Со времени этого разговора Остроумов всегда представляется мне как бы Фаустом, которого толпа на празднике народном благодарит за помощь во время чумы, а он, в глубине души своей, терзается чуткою совестью и мнит себя не спасителем, но губителем народа.
Hier war die Arzenei – die Patienten starben,
Und niemand fragte, – wer genas?
So haben wir, mit hollischer Latwergen
In disen Thalern, diesen Bergen,
Weit schlimmer als die Pest getobt.
Ich habe selbst den Gift an Tausende gegeben;
Sie werkten him, ich muss erleben,
Dass man die frechen Murder lobt.
Когда вышла в свет знаменитая книга Вересаева «Записки врача», дорого дал бы я за возможность поговорить о ней с Остроумовым!..
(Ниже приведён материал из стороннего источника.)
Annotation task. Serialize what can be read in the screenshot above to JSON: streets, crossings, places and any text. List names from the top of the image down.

– Проклятая практика! – вырвалось у него однажды. – Если бы я мог вернуть свою молодость, я заперся бы в лабораторию. Я рожден для кафедры и кабинета. И только там счастлив.
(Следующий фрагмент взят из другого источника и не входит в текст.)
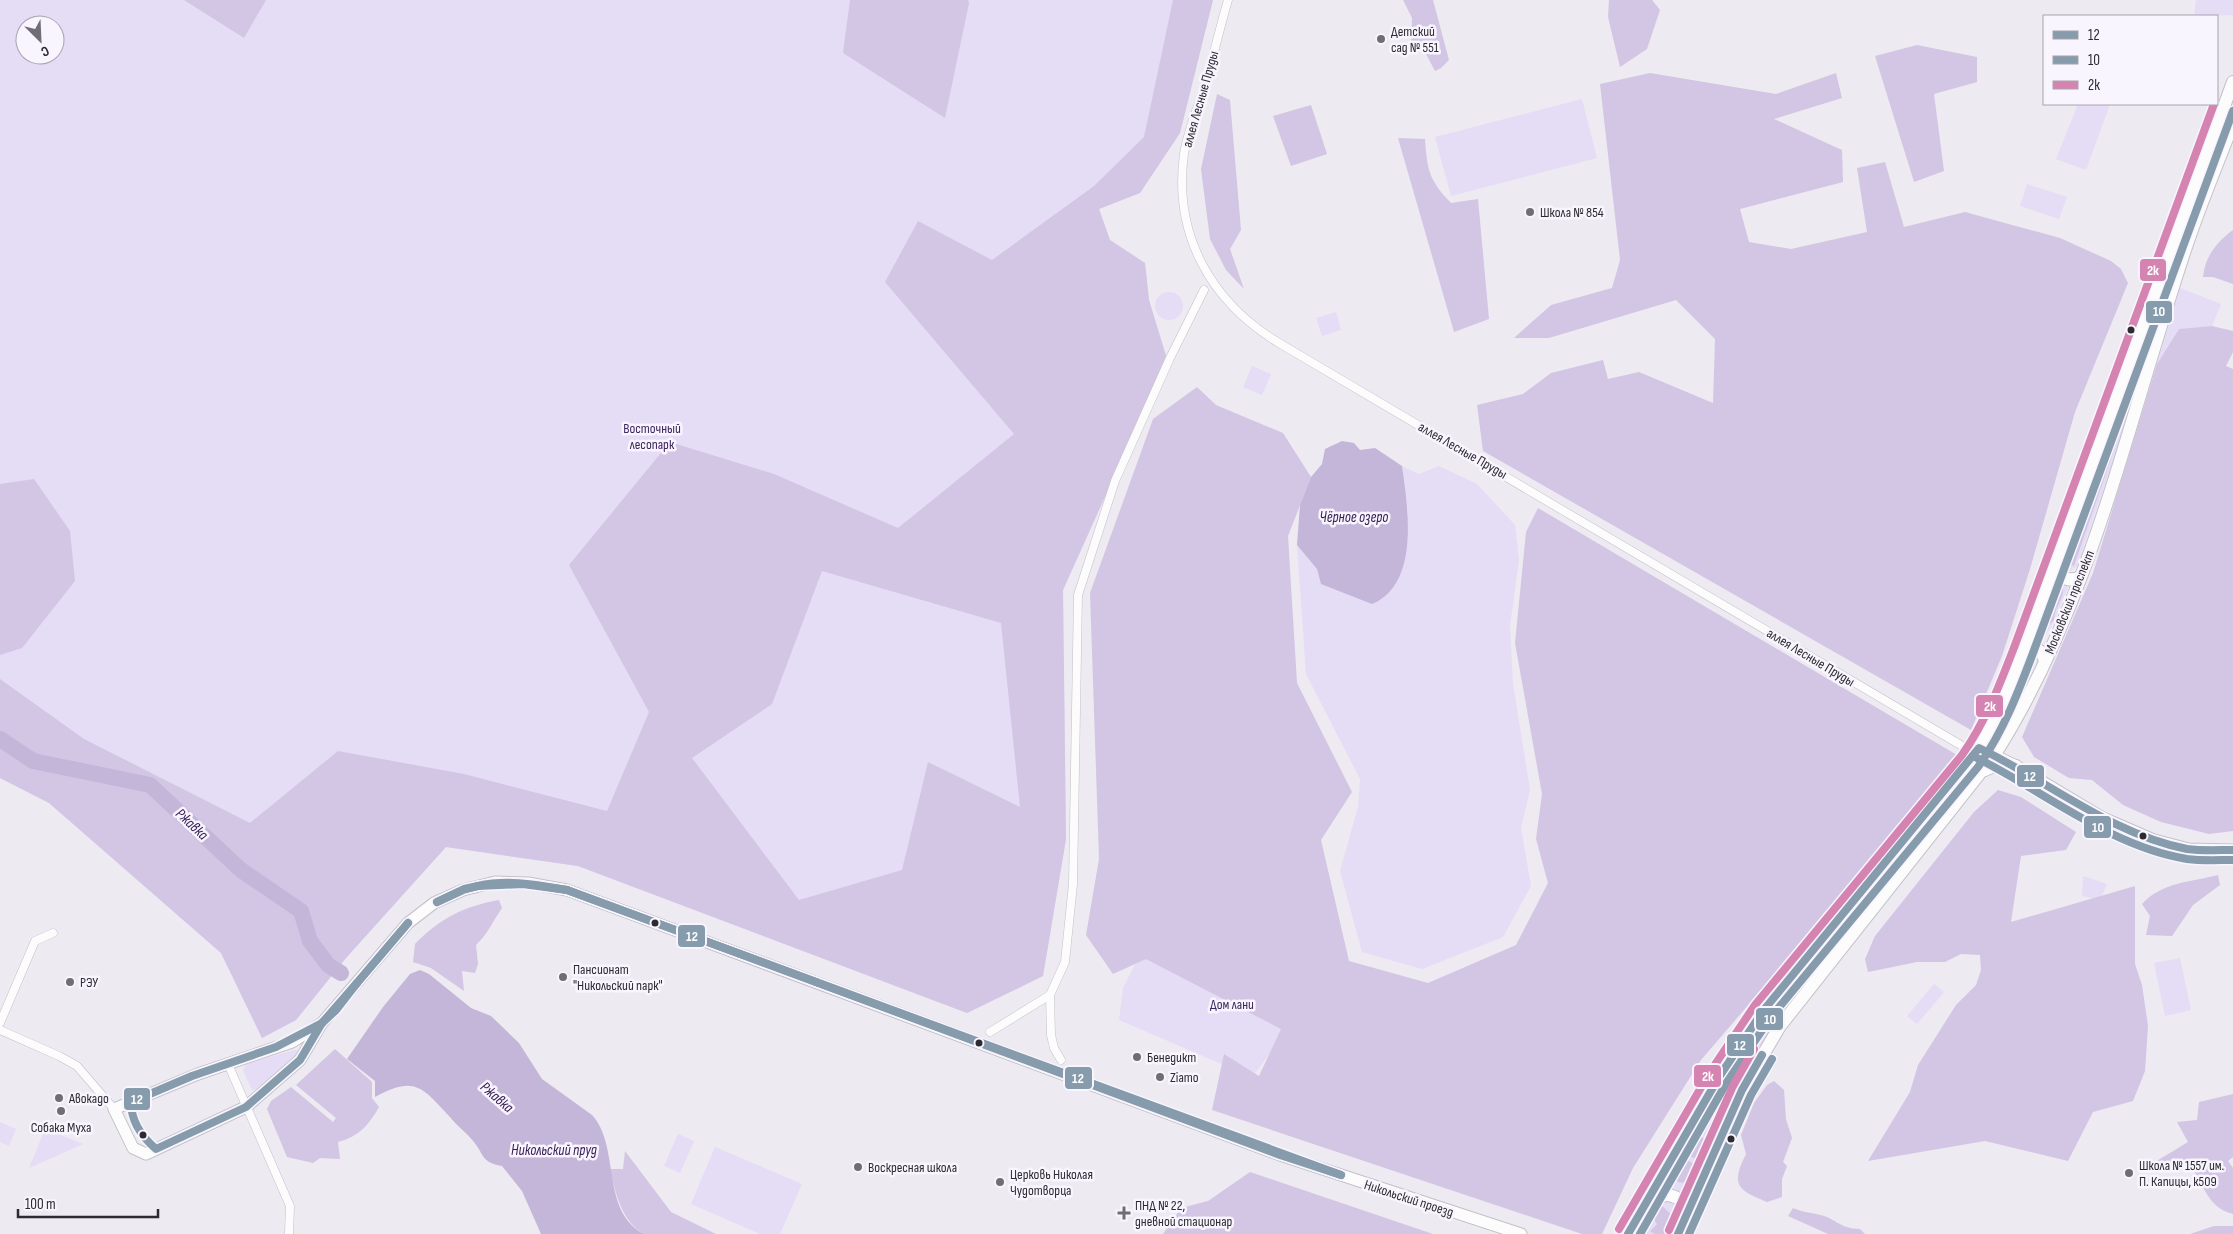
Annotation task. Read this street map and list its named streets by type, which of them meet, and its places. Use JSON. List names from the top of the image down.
{
  "streets": {
    "main road": ["Московский проспект"],
    "street": ["аллея Лесные Пруды", "Никольский проезд"]
  },
  "crossings": [
    ["аллея Лесные Пруды", "Московский проспект"]
  ],
  "water": ["Чёрное озеро", "Ржавка", "Никольский пруд"],
  "parks": ["Восточный лесопарк", "Дом лани"],
  "places": {
    "other": [
      "Детский сад № 551",
      "Школа № 854",
      "Пансионат \"Никольский парк\"",
      "РЭУ",
      "Бенедикт",
      "Ziamo",
      "Авокадо",
      "Собака Муха",
      "Воскресная школа",
      "Школа № 1557 им. П. Капицы, к509",
      "Церковь Николая Чудотворца"
    ],
    "health": ["ПНД № 22, дневной стационар"]
  },
  "lines": ["transit line 2к", "transit line 10", "transit line 12"],
  "legend": ["12", "10", "2к"],
  "scale_bar": "100 m",
  "north": "bottom right"
}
Практические разочарования Фауста в приобретенном им знании бросили почтенного доктора в когти Мефистофеля. В наш век черти больше не покупают душ ни у докторов, ни у простых смертных. Но жестокий червяк самосомнения работает еще острее, чем прежде. И, чем честнее натура, чем богаче одарена она, тем разрушительнее его ядовитая работа. Не радостно человеку, глубоко, тонко и совершенно изучившему процесс смерти, сознавать свое коренное бессилие в борьбе с нею, видеть, что ценою всей науки своей он приобрел лишь одно печальное право: предупредить ближнего своего, что ты, мол, умираешь! – раньше и с большею уверенностью, чем то могут сделать другие… Практика отравила и съела Остроумова. Такому богатырю жить бы, да жить лет до 80, а он умер, вряд ли дожив и до 60, с совершенно разрушенным здоровьем. В лице его Россия потеряла, несомненно, большого человека: яркий талант, сильный, честный, редкостно стройный ум, крепкую и полезную волю.